● **PROMPT**:
The entries below contain a stretch that opens with the line containing "201px,76px 220px,57px 238px,39px" and closes with the line containing "242px,67px 251px,61px 288px,4px"; set down that stretch exactly, both ends included, and nothing else.

● **TASK INPUT**:
++++++

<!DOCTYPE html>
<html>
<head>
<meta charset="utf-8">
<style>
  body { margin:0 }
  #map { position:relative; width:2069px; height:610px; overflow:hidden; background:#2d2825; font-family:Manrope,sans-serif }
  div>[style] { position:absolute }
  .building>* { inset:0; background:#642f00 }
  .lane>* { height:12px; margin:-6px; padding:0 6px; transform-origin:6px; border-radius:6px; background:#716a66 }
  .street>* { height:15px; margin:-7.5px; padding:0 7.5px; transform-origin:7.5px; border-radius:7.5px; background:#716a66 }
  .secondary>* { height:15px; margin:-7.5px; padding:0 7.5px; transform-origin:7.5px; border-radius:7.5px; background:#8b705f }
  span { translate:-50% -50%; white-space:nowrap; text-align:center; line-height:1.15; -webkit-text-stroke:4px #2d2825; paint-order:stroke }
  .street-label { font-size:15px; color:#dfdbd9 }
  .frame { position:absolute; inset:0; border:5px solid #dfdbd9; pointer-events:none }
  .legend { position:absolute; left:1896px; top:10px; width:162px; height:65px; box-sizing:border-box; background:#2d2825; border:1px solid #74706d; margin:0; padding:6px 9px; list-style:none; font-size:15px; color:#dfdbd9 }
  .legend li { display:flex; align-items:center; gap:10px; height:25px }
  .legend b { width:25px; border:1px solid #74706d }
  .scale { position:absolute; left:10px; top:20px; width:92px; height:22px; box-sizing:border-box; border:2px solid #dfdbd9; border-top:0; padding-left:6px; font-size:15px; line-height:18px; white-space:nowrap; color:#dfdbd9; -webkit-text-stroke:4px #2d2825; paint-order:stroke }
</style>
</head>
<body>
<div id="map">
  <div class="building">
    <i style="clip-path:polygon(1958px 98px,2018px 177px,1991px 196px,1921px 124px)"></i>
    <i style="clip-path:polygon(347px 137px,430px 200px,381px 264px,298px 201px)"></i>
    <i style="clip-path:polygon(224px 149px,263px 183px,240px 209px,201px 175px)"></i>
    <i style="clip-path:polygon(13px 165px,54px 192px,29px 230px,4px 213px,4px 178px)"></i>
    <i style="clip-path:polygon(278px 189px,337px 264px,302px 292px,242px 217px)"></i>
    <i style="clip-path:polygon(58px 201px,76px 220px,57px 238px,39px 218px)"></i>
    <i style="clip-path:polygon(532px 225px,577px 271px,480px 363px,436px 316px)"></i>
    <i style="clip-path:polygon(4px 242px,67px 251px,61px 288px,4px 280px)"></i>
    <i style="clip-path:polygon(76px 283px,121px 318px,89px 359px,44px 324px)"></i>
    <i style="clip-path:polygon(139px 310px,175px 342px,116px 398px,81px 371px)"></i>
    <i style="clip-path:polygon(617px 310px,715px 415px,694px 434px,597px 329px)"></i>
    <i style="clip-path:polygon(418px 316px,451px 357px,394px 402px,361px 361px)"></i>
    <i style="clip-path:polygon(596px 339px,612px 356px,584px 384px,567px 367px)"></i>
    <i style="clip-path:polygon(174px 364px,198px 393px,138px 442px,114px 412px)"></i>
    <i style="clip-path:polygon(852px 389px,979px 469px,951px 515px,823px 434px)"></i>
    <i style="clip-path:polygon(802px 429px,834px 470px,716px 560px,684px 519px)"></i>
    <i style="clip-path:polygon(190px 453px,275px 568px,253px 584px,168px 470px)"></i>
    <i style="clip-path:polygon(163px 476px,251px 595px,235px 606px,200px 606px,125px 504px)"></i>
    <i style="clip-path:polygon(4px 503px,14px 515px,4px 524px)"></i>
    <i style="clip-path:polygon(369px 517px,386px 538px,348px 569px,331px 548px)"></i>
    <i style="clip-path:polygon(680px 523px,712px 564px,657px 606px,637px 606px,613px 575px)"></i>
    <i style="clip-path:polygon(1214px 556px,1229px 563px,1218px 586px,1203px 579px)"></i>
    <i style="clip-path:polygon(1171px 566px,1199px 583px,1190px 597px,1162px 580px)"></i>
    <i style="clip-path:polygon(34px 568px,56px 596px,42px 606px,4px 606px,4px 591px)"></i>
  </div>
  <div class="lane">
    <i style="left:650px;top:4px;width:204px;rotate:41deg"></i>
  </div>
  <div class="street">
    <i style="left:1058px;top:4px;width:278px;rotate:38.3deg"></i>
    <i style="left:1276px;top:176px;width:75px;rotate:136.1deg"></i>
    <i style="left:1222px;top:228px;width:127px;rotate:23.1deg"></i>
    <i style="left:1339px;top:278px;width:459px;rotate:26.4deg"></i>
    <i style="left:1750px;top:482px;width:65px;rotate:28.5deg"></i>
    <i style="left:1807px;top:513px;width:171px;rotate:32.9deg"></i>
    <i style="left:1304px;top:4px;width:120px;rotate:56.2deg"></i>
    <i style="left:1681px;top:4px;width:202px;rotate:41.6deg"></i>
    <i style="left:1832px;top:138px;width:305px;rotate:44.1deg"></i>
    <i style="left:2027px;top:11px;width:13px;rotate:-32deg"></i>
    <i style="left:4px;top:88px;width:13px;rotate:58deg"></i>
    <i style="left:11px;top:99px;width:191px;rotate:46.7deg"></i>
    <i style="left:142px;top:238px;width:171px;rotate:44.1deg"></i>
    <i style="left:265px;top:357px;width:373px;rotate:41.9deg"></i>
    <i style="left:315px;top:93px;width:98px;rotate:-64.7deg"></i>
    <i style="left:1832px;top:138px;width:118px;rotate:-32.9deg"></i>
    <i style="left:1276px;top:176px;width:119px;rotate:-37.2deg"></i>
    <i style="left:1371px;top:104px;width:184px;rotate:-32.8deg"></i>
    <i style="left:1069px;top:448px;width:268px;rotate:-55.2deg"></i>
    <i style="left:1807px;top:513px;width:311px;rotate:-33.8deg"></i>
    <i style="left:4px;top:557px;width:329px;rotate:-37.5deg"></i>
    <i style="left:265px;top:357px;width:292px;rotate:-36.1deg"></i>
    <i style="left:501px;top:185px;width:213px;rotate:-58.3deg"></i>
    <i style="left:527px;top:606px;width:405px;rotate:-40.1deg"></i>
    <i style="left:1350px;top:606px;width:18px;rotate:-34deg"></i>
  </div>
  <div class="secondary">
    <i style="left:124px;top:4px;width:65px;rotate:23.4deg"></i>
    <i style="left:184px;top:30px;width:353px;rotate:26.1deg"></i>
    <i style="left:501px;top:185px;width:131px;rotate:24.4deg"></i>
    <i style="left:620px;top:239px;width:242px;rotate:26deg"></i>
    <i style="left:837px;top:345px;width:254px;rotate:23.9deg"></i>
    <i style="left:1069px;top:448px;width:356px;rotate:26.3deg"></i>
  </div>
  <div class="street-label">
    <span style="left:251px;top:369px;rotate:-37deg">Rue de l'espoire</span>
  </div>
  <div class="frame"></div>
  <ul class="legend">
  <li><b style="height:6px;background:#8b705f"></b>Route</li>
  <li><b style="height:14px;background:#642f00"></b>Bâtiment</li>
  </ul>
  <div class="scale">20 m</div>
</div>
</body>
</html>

++++++

● **TASK ANSWER**:
    <i style="clip-path:polygon(58px 201px,76px 220px,57px 238px,39px 218px)"></i>
    <i style="clip-path:polygon(532px 225px,577px 271px,480px 363px,436px 316px)"></i>
    <i style="clip-path:polygon(4px 242px,67px 251px,61px 288px,4px 280px)"></i>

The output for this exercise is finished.